BEIRUT: When Nadine Abi Nasr and her Italian fiance Marco decided to have a civil marriage, they turned to a travel agency for help to escape Lebanon’s tangled bureaucracy and strict religious rules. Nadia Travel provided them with a tailor-made package and return tickets for the 30-minute flight to the nearby east Mediterranean island of Cyprus, where the couple tied the knot.
Despite a long-running campaign by civic groups, civil weddings still have no legal basis in Lebanon, a tiny country of around four million people who belong to 18 different religious communities, mainly Christian and Muslim.
The Lebanese authorities recognize civil weddings only if they have been registered abroad, but such ceremonies are banned from taking place inside the country because of strong opposition from religious leaders.
Religious faiths have their own regulations governing marriage, divorce and inheritance, and mixed Christian-Muslim weddings in Lebanon are frowned upon and downright discouraged unless one of the potential spouses converts.
Even just getting married in a traditional religious ceremony to someone with another nationality can be an obstacle course.
“A religious wedding with a foreigner in Lebanon is very complicated,” said Abi Nasr, who is a Lebanese Catholic.
“There was so much paperwork involved. It was such a nightmare and I was fed up even before the marriage,” she said.
So last month Abi Nasr decided to entrust her wedding hopes to Nadia Travel which for the past three years has offered an alternative to Lebanese couples who do not want to say “I do” in front of a priest or sheikh.
“We take care of everything from A-to-Z,” said the company’s director, Guenady Ragi.
“Our clients fly to Cyprus in the morning and can even return the same day, wedding bands on their fingers,” he said.
“Often our clients are divorcees who wish to remarry.

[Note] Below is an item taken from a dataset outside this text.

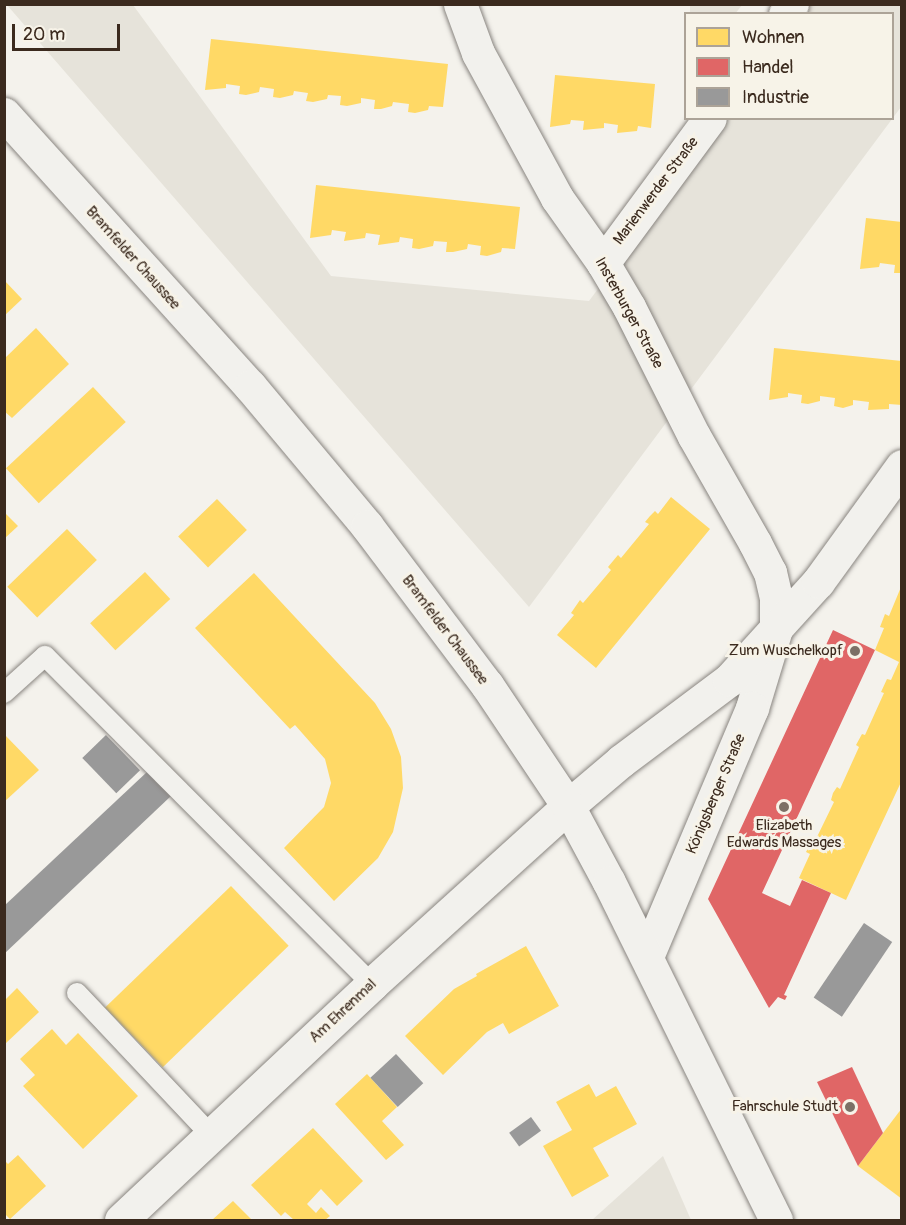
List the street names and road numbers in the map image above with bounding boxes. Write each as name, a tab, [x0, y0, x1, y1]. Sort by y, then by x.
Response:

Sometimes they are Lebanese who come from different religious backgrounds or Lebanese who want to marry foreigners,” he said.
Ragi said his firm has “married” around 300 couples a year since it launched the weddings package.

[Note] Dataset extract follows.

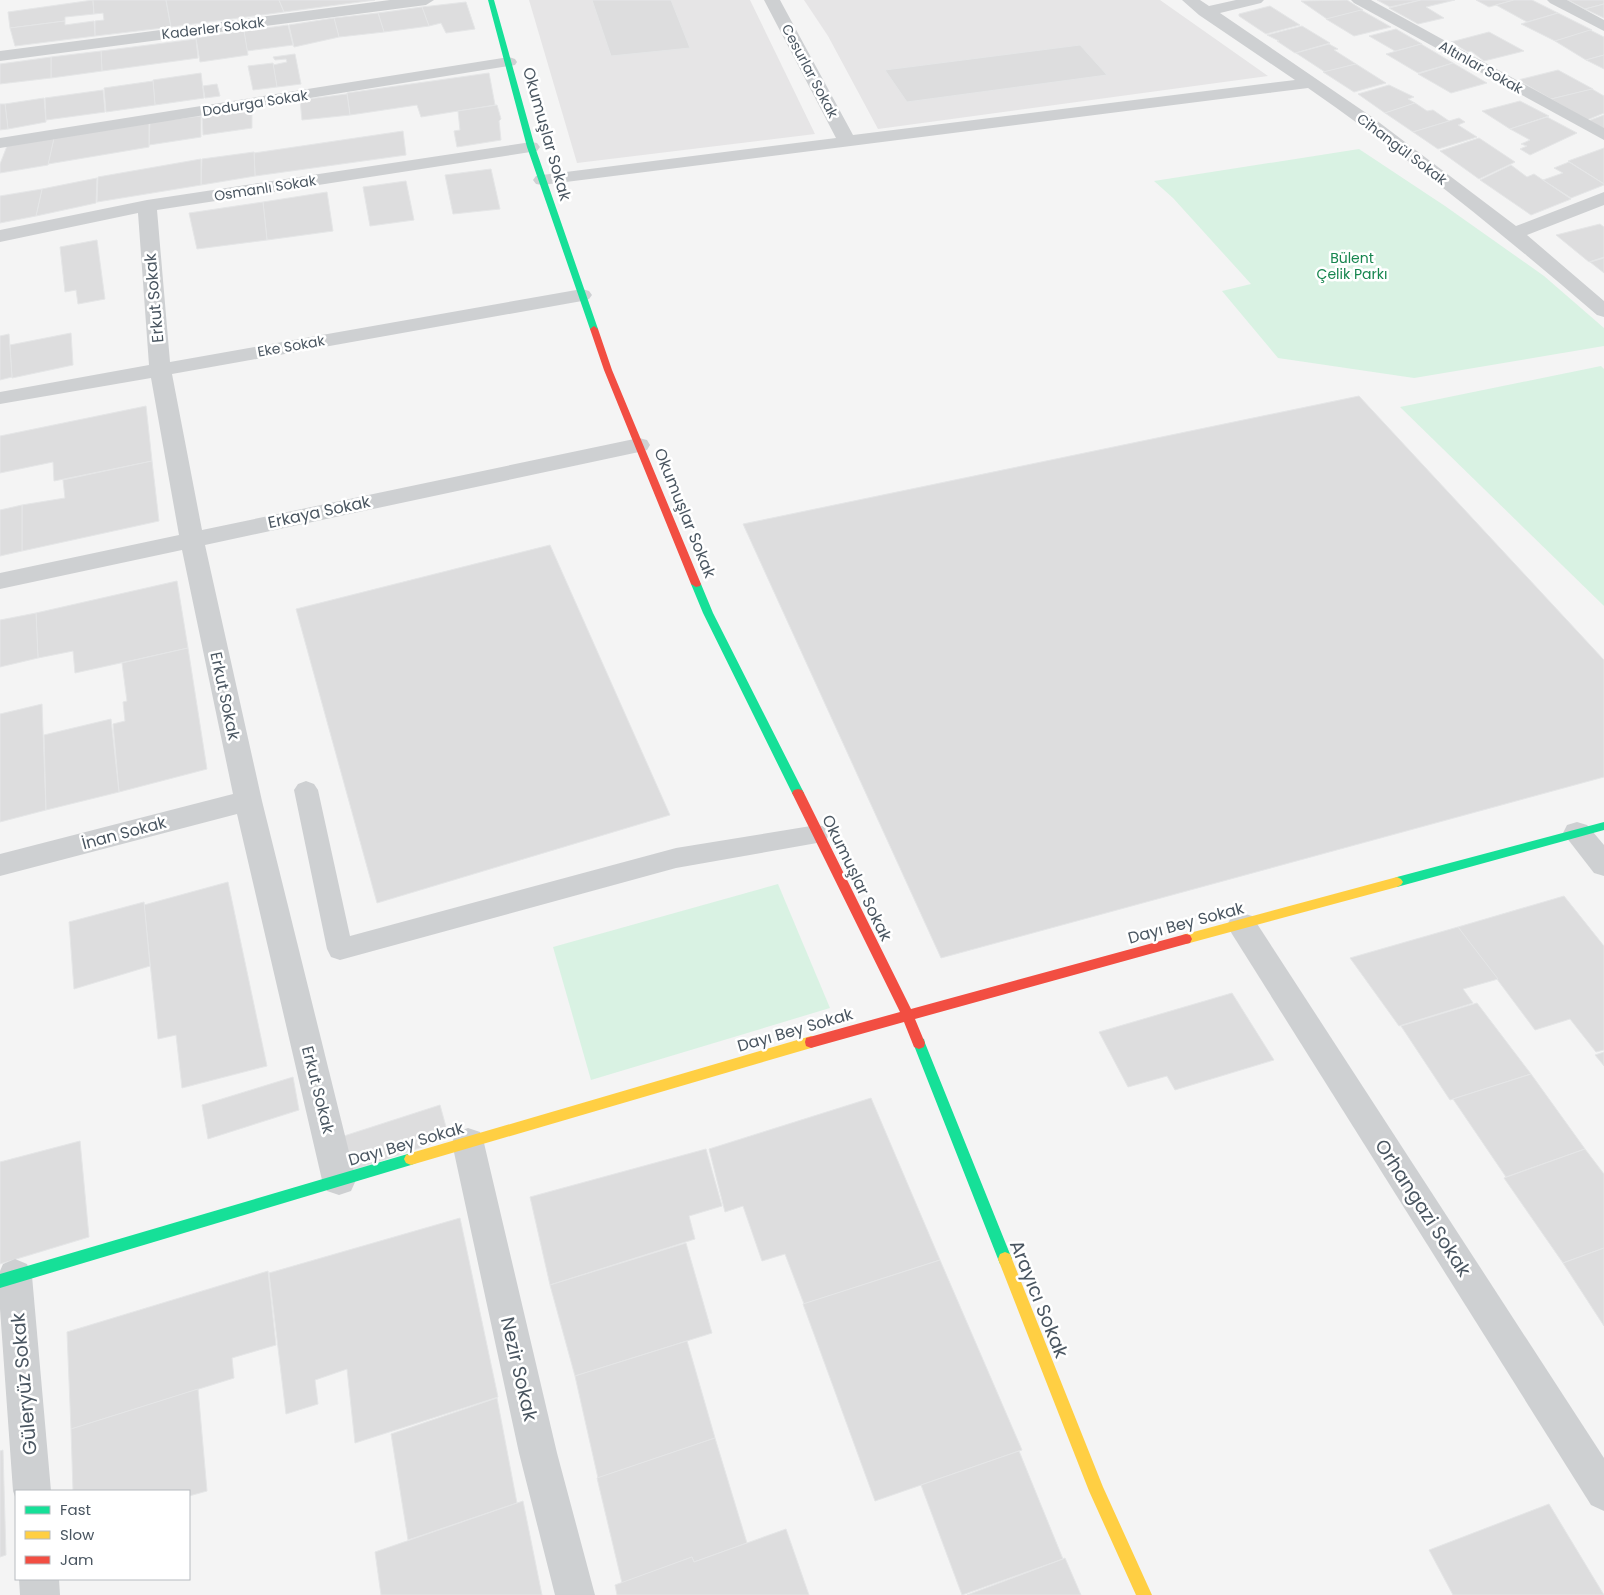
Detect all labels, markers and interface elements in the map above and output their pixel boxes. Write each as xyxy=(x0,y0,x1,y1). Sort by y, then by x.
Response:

His company takes care of the minute details, all the way from Beirut to Larnaca airport in Cyprus and back.
“Our offer includes return tickets, a night at a five-star hotel, transfers on the island, insurance, fees for the visa and the ceremony, witnesses, and even flowers for the bride at Larnaca airport,” he said.
The agency also ensures that the couple have all the necessary paperwork to complete their civil marriage, from divorce certificate to document translations and registration of the wedding in both Lebanon and Cyprus.
Service comes with a smile – and of course also at a cost of $1,900 per couple (1,340 euros) for a two-day return trip.
“The ceremony is quick,” said Jacinthe, a physiotherapist who flew to the island to marry restaurant manager Nagib. “In five minutes we were man and wife,” she said.
Both Nagib and Jacinthe belong to the same faith, but they still travelled to Cyprus to get married as a way of avoiding the traditional obligation of throwing a big and costly wedding party for friends and relatives back home.
Abi Nasr said she sought out the travel firm because they did all the administrative legwork which she could not have accomplished in time herself because of her schedule at the shipping agency where she works.
“If this formula did not exist I probably would not have got married,” she said. “It was so practical. We were even blessed by a priest.”
According to Ragi 1,000 couples from Lebanon get married each year on Cyprus – home of the mythical goddess of love, Aphrodite.
And that can only be good for business.